Wat zijn de verschillende soorten dopamine-agonisten?
Sommige van de verschillende soorten dopamine-agonisten zijn ropinirol, pramipexol en apomorfine. Deze medicijnen worden vaak voorgeschreven voor patiënten met de ziekte van Parkinson, en hoewel deze medicijnen de ziekte niet kunnen genezen, kunnen ze de symptomen helpen vertragen. Dopamine-agonisten zijn meestal voorbehouden aan mensen bij wie onlangs de ziekte van Parkinson is vastgesteld, maar ze kunnen soms in een later stadium van de ziekte worden gebruikt, samen met andere geneesmiddelen.
Het lichaam produceert van nature dopamine, een neurotransmitter die met de hersenen werkt om bewegingen te controleren. Het speelt ook een sleutelrol in het vermogen van een persoon om pijn of plezier te voelen en om emotionele reacties op stimuli te ervaren. Mensen bij wie de ziekte van Parkinson wordt vastgesteld, hebben abnormaal lage niveaus van deze neurotransmitter.

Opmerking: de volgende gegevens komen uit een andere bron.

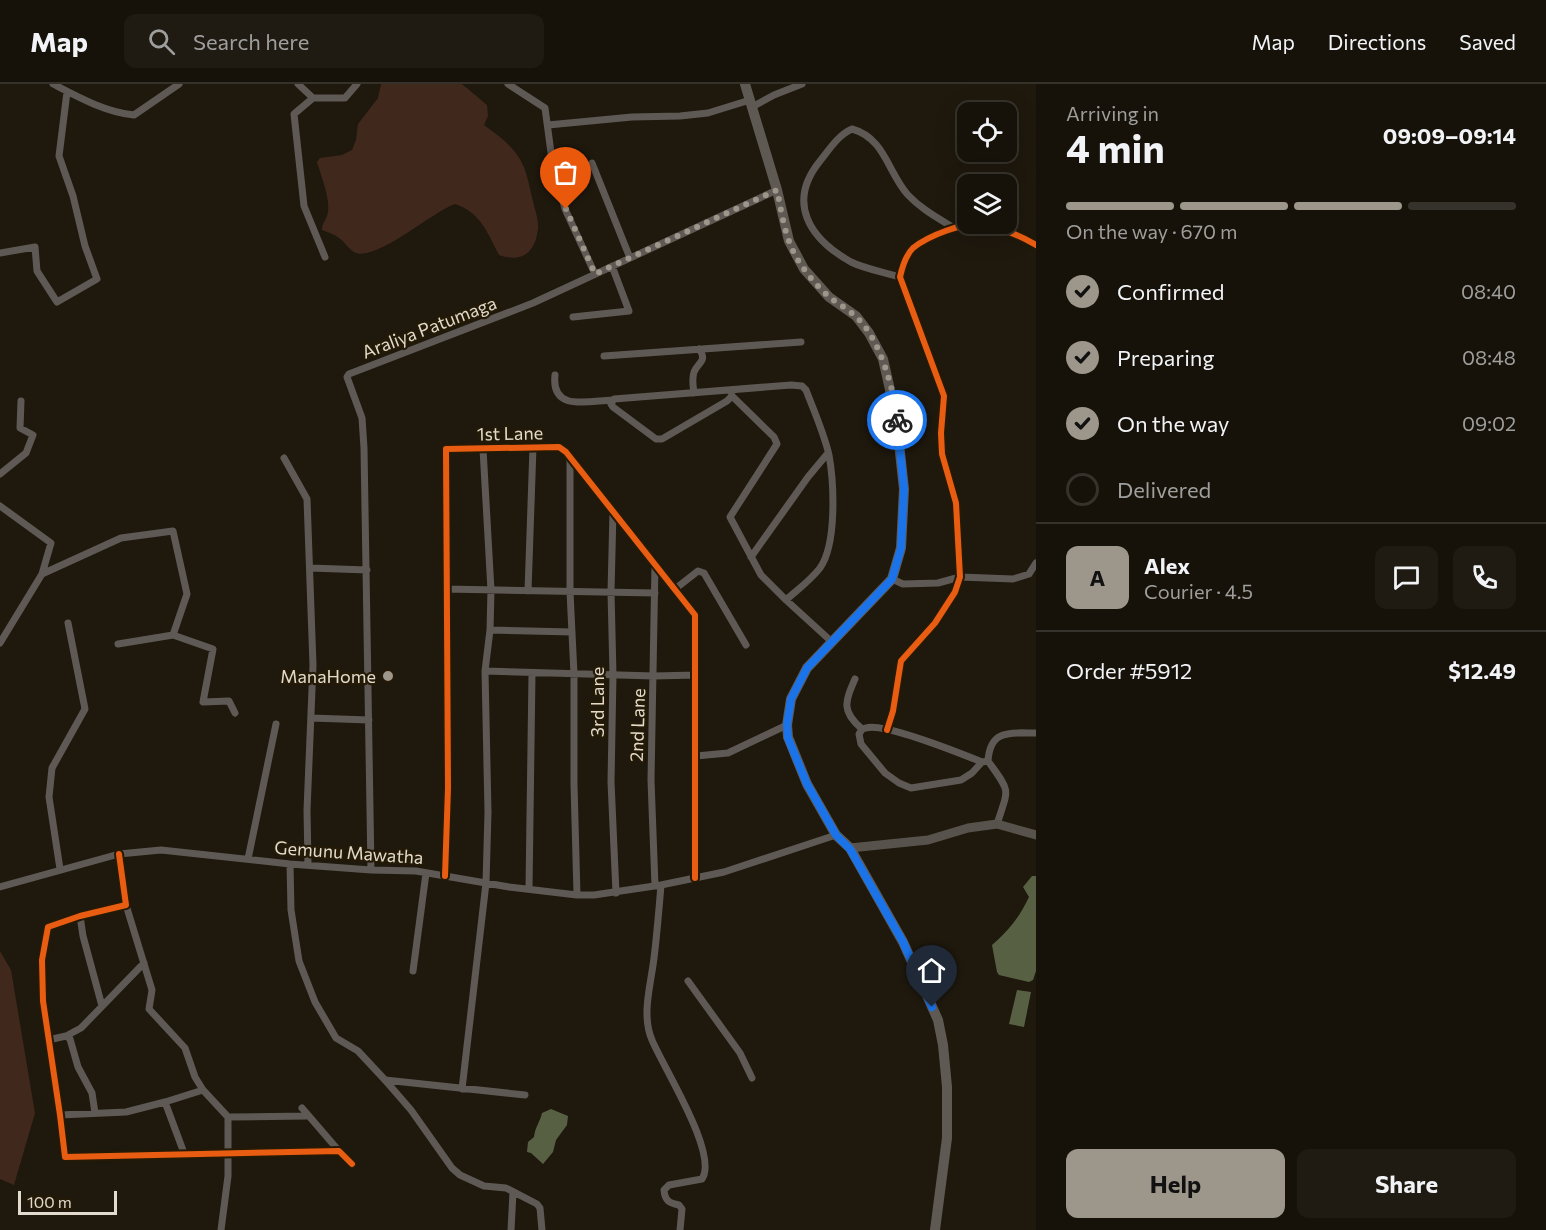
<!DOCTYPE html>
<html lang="en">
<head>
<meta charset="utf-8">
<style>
  :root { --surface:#16120a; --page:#1f1b13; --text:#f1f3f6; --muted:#9e9e9c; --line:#35322b; --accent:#9d968a }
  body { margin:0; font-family:Commissioner,sans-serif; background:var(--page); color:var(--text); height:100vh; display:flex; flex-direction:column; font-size:22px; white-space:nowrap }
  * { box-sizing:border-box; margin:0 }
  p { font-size:20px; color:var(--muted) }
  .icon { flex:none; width:33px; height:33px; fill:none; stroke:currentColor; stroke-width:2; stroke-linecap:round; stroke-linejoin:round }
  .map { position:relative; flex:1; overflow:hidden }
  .panel { display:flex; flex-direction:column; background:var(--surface); width:510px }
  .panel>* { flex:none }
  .controls { position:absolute; left:957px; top:18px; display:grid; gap:12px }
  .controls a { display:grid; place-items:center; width:60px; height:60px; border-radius:12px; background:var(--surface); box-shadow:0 6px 24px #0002,0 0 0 2px var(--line); font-size:30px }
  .scale { position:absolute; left:18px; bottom:15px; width:99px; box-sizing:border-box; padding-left:6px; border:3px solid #e1dacd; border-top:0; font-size:16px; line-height:21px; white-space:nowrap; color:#e1dacd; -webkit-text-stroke:4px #251a06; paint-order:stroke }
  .pin { position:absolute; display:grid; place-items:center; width:51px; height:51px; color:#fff; margin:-62px -26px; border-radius:50% 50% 50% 0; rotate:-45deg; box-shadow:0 0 6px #0007 }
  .pin .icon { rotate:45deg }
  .courier { position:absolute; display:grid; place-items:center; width:60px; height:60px; margin:-30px; border:4px solid #1a73e8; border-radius:50%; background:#fff; color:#222; box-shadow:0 2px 8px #0007 }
  .head em { font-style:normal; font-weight:700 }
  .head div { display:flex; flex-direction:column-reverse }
  .head { display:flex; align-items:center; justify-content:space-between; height:102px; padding:0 30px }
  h1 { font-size:39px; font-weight:700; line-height:45px }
  .bar { display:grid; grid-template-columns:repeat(4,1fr); gap:9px 6px; align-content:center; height:72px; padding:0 30px }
  .bar i { height:8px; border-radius:4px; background:var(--line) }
  .bar .selected { background:var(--accent) }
  .bar p { grid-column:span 4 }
  .line { display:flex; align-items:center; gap:15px; padding:0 30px; border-top:2px solid var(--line) }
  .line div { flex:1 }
  .round { display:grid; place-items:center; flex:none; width:63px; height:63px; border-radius:12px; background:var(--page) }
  ol { padding:0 30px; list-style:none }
  li { display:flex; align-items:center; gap:18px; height:66px }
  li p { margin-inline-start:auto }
  li .icon { padding:6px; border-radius:50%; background:var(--accent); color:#111; stroke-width:4 }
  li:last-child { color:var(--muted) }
  li i { width:33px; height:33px; border:3px solid var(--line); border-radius:50% }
  .action { display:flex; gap:12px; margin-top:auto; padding:12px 30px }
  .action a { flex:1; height:69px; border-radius:12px; background:var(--accent); color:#111; font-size:24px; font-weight:700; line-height:69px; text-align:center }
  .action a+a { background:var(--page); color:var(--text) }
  header { display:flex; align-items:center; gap:36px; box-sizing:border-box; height:84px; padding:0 30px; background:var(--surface); border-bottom:2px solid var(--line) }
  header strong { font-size:28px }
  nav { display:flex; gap:33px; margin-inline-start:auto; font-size:21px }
  .search { width:420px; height:54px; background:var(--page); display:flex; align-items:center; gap:15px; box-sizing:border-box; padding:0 21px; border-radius:12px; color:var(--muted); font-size:22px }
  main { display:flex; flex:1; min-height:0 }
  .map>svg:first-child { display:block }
  .green { fill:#40281d }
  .water { fill:#586044 }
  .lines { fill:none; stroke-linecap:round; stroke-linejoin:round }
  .street { stroke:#5e5955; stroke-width:7 }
  .secondary { stroke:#57524b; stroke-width:9 }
  .primary { stroke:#5f5953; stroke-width:10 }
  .cycleway-casing { stroke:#251a06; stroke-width:10 }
  .cycleway { stroke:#e95d12; stroke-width:6 }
  .done { stroke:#9d968a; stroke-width:6; stroke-dasharray:0 10.8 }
  .route { stroke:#1a73e8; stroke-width:8 }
  .poi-dot { fill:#9d968a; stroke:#251a06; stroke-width:2 }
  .labels { text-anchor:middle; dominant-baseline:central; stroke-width:4.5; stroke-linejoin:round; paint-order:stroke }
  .street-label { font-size:18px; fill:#e1dacd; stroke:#251a06 }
  .poi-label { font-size:18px; fill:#e1dacd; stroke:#251a06; text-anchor:end }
</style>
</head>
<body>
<header>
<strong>Map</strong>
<div class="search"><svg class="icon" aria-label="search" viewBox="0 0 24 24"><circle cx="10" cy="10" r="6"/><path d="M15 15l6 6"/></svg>Search here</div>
<nav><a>Map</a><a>Directions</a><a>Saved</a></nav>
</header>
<main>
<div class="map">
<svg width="1036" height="1146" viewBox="0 0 1036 1146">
  <rect width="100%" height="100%" fill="#1e180d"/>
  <!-- green -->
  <path class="green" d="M 381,0 L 462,0 L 487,21 L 488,32 L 484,41 C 499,52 512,61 521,77 C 527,88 529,101 532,113 C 534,123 539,136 538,145 C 535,169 522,179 499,171 C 487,148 481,129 455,120 C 432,128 378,176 356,169 C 349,166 345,158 339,154 C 334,150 327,148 322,146 C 322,139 325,138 327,132 C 332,118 321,92 317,78 L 320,74 L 342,71 L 352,66 L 356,56 L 358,40 L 378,14 Z
    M 0,867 L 11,886 L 35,1029 L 14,1101 L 0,1095 Z"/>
  <!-- water -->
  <path class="water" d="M 1032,792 L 1036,792 L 1036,887 L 1033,896 L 1029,898 L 999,891 L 997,888 L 992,861 C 1009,846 1019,834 1029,813 L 1023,803 Z
    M 1017,906 L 1031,908 L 1024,943 L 1009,940 Z
    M 551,1025 L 568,1032 L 567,1041 L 556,1056 L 553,1068 L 543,1080 L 531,1069 L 527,1068 L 528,1058 L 534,1053 C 535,1043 540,1038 542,1029 Z"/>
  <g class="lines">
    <!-- street -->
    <path class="street" d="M 53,0 C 78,13 105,28 134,31 L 179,0
      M 298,0 L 313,14 L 345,14 L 357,0
      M 508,0 L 545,24 L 552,76 L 565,125 L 595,190
      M 313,14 L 294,30 L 304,122 L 325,173
      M 752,23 L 774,11 L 802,0
      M 548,41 L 632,33 L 680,32 L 708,29 L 750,16
      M 592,79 L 630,174
      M 0,169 L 35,163 L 37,187 L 57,218 L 97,195 L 85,162 L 73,112 L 59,72 L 67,8
      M 900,193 C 884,188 865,185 851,178 C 810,155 786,119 820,77 C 829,66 838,51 852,45 C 885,54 888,89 908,111 C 921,125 938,134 954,144
      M 573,233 L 629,227 L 612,182
      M 604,272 L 801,258
      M 555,291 C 551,328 588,317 612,316
      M 731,306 L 732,312 L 727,317 L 662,355 L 656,355 L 613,323 L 611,320 L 614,315 L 791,301 L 802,302 L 806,306 C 814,327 824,349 829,371 C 834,399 837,460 820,484 C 811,496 797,506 786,516 L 832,558
      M 694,309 C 693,303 692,294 694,288 C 698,278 708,277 699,265
      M 732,312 L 774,353 L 777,360 L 730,433 L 761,491 L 786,516
      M 570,373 L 570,508 L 574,590 L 574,700 L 577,811
      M 284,374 L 307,415 L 313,581 L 307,726 L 308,781
      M 0,390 L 26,369 L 33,351 L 20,344 L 21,317
      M 0,422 L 51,459 L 42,490
      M 613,427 L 611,508 L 613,591 L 611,698 L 616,809
      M 751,473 L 808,393 L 828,369
      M 655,481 L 651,696 L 655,802
      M 310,484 L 367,486
      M 892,495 L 903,500 L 938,499 L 960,493 L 1013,495 L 1029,490 L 1036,479
      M 446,505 L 655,509
      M 675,505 L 698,487 L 704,489 L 746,561
      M 528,507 L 533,363
      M 490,546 L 572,548
      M 173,551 L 213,565 L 203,618 L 229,617 L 235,629
      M 0,559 L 42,490 L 121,454 L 173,447 L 187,510 L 173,551 L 118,560
      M 485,587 L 654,592 L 696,591
      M 855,595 C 845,618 841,627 862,645
      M 311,634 L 369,636
      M 887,646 L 893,627 L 901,577 L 935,539 L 955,508 L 960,493 L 956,419 L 942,370 L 941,349 L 944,312 L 900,193 C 902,184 906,171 913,164 C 928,152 965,137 983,141 C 1001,144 1021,152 1036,161
      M 696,672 L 728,669 L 787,641
      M 982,678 C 962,670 883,638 866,644 C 861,645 862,646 859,650 L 861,660 L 885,689 L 899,699 L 911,704 L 961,696 L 972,689 L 982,678 L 988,677
      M 997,740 C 1009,703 1011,709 988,677 C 990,645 1010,649 1036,649
      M 119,770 L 126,821 L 80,832 L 48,843 L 42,876 L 43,917 L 60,1031 L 65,1073 L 339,1067 L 352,1080
      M 248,775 L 276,640
      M 290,780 L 291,826 L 299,877 L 315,918 L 336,954 L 358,967 L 385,996 L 411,1026 L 452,1084 L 460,1091 L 484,1102 L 506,1104 L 537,1120 L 540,1124 L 542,1146
      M 60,785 L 49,713 L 52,684 L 85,625 L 68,539
      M 371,786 L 364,364 L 362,334 L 347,293 L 349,290 L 533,219 L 777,106
      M 445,792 L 448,704 L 446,365 L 559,363 L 566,368 L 695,531 L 695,794
      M 661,801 C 659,825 657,850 654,874 C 651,900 641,931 652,956 C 663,983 719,1070 702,1095 L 669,1101 L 664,1106 C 665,1117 669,1119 679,1121 L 682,1125 L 680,1146
      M 0,803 L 119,770 L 161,766 L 290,780 L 371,786 L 416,787 L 509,803 L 577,811 L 594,811 L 661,801 L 724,788 L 836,751
      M 529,805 L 532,589
      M 126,821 L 152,906 L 149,925 L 185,964 L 195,993 L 203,1006 L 228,1033 L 307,1032
      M 80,832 L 83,852 L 102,922
      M 413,887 L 426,789
      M 688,897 L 740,969 L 752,994
      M 66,952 L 81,944 L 144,879
      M 48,956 L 66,952 L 70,955 L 78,983 L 92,1009 L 95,1029
      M 385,996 L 525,1011
      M 462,1005 L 486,799 L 488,728 L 485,587 L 490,546 L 491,506 L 483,365
      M 302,1024 L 339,1067
      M 60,1031 L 126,1028 L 165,1018
      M 184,1069 L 165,1018 L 203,1006
      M 221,1146 L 228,1092 L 228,1033
      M 511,1146 L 513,1108"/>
    <!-- secondary -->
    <path class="secondary" d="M 850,764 L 928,756 L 968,744 L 997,740 L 1036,751"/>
    <!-- primary -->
    <path class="primary" d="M 745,0 L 777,106 L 789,157 L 804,185 L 829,213 L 856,232 L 869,249 L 883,275 L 896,332 L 904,405 L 901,464 L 892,495 L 807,584 L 791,615 L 787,641 L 788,653 L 807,700 L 836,751 L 850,764 L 903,858 L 938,936 L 943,961 L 947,1003 L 947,1054 L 935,1146"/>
    <!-- cycleway casing -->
    <g class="cycleway-casing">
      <path id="cycleway" d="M 887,646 L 893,627 L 901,577 L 935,539 L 955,508 L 960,493 L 956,419 L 942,370 L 941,349 L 944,312 L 900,193 C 902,184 906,171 913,164 C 928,152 965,137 983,141 C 1001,144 1021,152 1036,161
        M 119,770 L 126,821 L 80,832 L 48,843 L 42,876 L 43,917 L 60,1031 L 65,1073 L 339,1067 L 352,1080
        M 445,792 L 448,704 L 446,365 L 559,363 L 566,368 L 695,531 L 695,794"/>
    </g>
    <!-- cycleway -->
    <use href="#cycleway" class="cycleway"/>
  </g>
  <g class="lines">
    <!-- done -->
    <path class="done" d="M 566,125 L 595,190 L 777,106 C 782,130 785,155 798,176 C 806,189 819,205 832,215 C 839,220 847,225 854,231 C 879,251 894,305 897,336"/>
    <!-- route -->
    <path class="route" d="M 897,336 L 904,405 L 901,464 L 892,495 L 807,584 L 791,615 L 787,641 L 788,654 L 807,700 L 836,751 L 850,765 L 903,858 L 932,923"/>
  </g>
  <!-- markers -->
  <circle class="poi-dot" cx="388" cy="592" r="6"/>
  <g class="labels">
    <!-- street labels -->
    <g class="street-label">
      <text transform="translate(429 243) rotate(-21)">Araliya Patumaga</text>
      <text transform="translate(510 349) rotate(-1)">1st Lane</text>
      <text transform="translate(597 618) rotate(-90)">3rd Lane</text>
      <text transform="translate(637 641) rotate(-88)">2nd Lane</text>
      <text transform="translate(349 768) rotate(4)">Gemunu Mawatha</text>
    </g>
    <!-- poi labels -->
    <g class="poi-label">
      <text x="376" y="592">ManaHome</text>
    </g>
  </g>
</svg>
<div class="controls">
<a><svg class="icon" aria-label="locate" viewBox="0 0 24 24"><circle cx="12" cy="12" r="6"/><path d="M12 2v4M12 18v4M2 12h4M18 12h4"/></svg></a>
<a><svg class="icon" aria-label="layers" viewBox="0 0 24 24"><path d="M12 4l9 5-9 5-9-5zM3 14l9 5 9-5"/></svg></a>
</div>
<div class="scale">100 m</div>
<div class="pin" style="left:566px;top:125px;background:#ea580c"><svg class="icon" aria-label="bag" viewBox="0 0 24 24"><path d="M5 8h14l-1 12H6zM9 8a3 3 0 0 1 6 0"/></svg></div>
<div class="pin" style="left:932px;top:923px;background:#1f2937"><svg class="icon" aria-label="home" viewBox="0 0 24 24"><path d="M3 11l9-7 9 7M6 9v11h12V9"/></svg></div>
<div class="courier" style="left:897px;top:336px"><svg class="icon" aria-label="bike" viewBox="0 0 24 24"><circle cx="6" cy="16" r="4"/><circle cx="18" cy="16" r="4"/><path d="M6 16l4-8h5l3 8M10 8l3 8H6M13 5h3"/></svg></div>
</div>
<section class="panel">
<div class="head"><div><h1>4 min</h1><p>Arriving in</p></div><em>09:09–09:14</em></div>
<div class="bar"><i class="selected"></i><i class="selected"></i><i class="selected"></i><i></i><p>On the way · 670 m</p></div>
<ol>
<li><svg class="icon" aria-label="check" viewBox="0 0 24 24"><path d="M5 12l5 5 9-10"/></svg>Confirmed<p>08:40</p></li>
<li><svg class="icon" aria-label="check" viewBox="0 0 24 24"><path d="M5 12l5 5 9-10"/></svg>Preparing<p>08:48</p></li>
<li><svg class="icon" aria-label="check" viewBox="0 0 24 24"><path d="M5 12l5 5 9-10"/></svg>On the way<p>09:02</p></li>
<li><i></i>Delivered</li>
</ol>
<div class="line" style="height:108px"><b class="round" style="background:var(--accent);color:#111">A</b><div><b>Alex</b><p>Courier · 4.5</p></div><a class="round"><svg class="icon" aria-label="chat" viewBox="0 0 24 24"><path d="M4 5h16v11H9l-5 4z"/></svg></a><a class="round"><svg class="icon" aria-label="phone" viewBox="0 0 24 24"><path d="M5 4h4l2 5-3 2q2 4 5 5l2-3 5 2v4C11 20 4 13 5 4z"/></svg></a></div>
<div class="line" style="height:78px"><div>Order #5912</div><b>$12.49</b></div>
<div class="action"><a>Help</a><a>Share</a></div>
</section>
</main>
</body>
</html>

Dopamine-agonisten binden zich aan de dopamine-receptoren in het centrale zenuwstelsel en stimuleren deze receptoren. In wezen doen ze het werk dat dopamine zou moeten doen. Deze medicijnen bootsen de effecten van dopamine na om symptomen zoals spierstijfheid of spasmen en slechte spiercontrole te verminderen. Soms kan een arts dopamine-agonisten ook voorschrijven aan een patiënt met rusteloze benen syndroom (RLS), een aandoening waarbij de benen van de patiënt oncontroleerbaar krampen.
Twee soorten dopamine-agonisten, ropinirol en pramipexol, worden oraal ingenomen. Deze medicijnen zijn bedoeld om regelmatig te worden ingenomen, met of zonder voedsel. Pramipexol is mogelijk beschikbaar in een tablet met verlengde afgifte.
Apomorfine daarentegen is een snelwerkende dopamine-agonist. Een patiënt kan regelmatig ropinirol of pramipexol gebruiken, maar ze kunnen ook apomorfine worden voorgeschreven voor gebruik in noodsituaties. Deze noodsituaties omvatten incidenten waarbij de patiënt onbeweeglijk is omdat zijn spieren niet reageren. Een patiënt kan bijvoorbeeld niet in staat zijn om vanuit een zittende positie op te staan. In deze omstandigheden injecteert een verzorger de apomorfine in de huid om de spieren te "bevriezen".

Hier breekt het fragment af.